Furthermore they state, "Animal products are sometimes used in
instances that are not immediately obvious."1
All utensils used to prepare kosher food, as well as countertops, ovens, etc., must be kosher. Meaning, if they were previously used for
non-kosher foods, they must be koshered before being used for kosher
Wine and grape juice are not kosher unless they are certified kosher (see Wine and Grape Products). Even if the restaurant doesn't
have a wine list, many dishes include wine or grape juice in their
4. Certain foods must be cooked or baked by a Jew in order to be kosher (seeBaked and Cooked Foods). (Doesn't apply in your case - no cooked food)

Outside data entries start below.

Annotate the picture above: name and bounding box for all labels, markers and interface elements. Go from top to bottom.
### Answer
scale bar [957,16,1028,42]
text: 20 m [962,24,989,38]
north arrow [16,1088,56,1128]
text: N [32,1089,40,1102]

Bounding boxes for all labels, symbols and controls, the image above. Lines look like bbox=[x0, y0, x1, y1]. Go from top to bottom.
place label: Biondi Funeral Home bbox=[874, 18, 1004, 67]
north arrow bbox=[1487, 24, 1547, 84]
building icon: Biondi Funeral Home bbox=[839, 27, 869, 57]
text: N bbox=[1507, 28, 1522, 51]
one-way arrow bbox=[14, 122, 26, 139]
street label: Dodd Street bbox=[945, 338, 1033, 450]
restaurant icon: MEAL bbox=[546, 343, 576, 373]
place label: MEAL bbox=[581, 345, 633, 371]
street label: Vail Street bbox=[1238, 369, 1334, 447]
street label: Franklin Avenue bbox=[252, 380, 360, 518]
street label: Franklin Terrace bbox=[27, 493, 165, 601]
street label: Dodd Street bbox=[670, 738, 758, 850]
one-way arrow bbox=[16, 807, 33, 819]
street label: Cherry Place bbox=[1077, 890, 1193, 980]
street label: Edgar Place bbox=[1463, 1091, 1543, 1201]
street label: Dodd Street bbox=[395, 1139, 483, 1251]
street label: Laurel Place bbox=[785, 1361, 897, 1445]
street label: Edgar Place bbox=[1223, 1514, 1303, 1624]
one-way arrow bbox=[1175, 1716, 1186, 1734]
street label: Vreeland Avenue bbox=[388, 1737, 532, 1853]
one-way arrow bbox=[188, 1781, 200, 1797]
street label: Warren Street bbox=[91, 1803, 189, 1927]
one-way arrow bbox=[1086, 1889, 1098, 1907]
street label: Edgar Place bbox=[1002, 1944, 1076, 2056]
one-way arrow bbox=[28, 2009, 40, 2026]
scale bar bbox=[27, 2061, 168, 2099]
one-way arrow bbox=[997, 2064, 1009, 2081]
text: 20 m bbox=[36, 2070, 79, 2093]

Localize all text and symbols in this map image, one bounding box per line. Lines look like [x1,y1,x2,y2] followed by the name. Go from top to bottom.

And see this site which points out:
Unfortunately for vegans[and Kashrus observers], avoiding all animal
byproducts — especially bugs– in the American food system is basically
impossible. The Food and Drug Administration even keeps a list of how
many bugs and bug parts manufacturers are allowed to have in their
products — including many that vegans or vegetarians [and Jews] eat.
So how much non-vegan/[non-kosher content] might be in your food? We
had a look at the standards and, leaving aside how much animal feces
and hair is allowed, compiled 10 of the grossest.
Frozen or canned asparagus Producers are allowed to leave 6 or more attached asparagus beetle eggs and/or sacs on 10% of their spears and
either: an average of 40 thrips per 100 grams; or make sure the
remaining insects or insect parts have an average aggregate length of
7mm or longer per each 100 grams. Crunchy!
Canned lingonberries They taste so good at Ikea — but that little extra protein comes from the 3 larvae per pound allowed.
Frozen Brussels sprouts Look closely: producers can have up to 30 aphids or thrips in every 100 grams.
Canned orange juice Tangy! Producers are allowed 5 fruit fly and other fly eggs or 1 maggot in each 250 milliliters.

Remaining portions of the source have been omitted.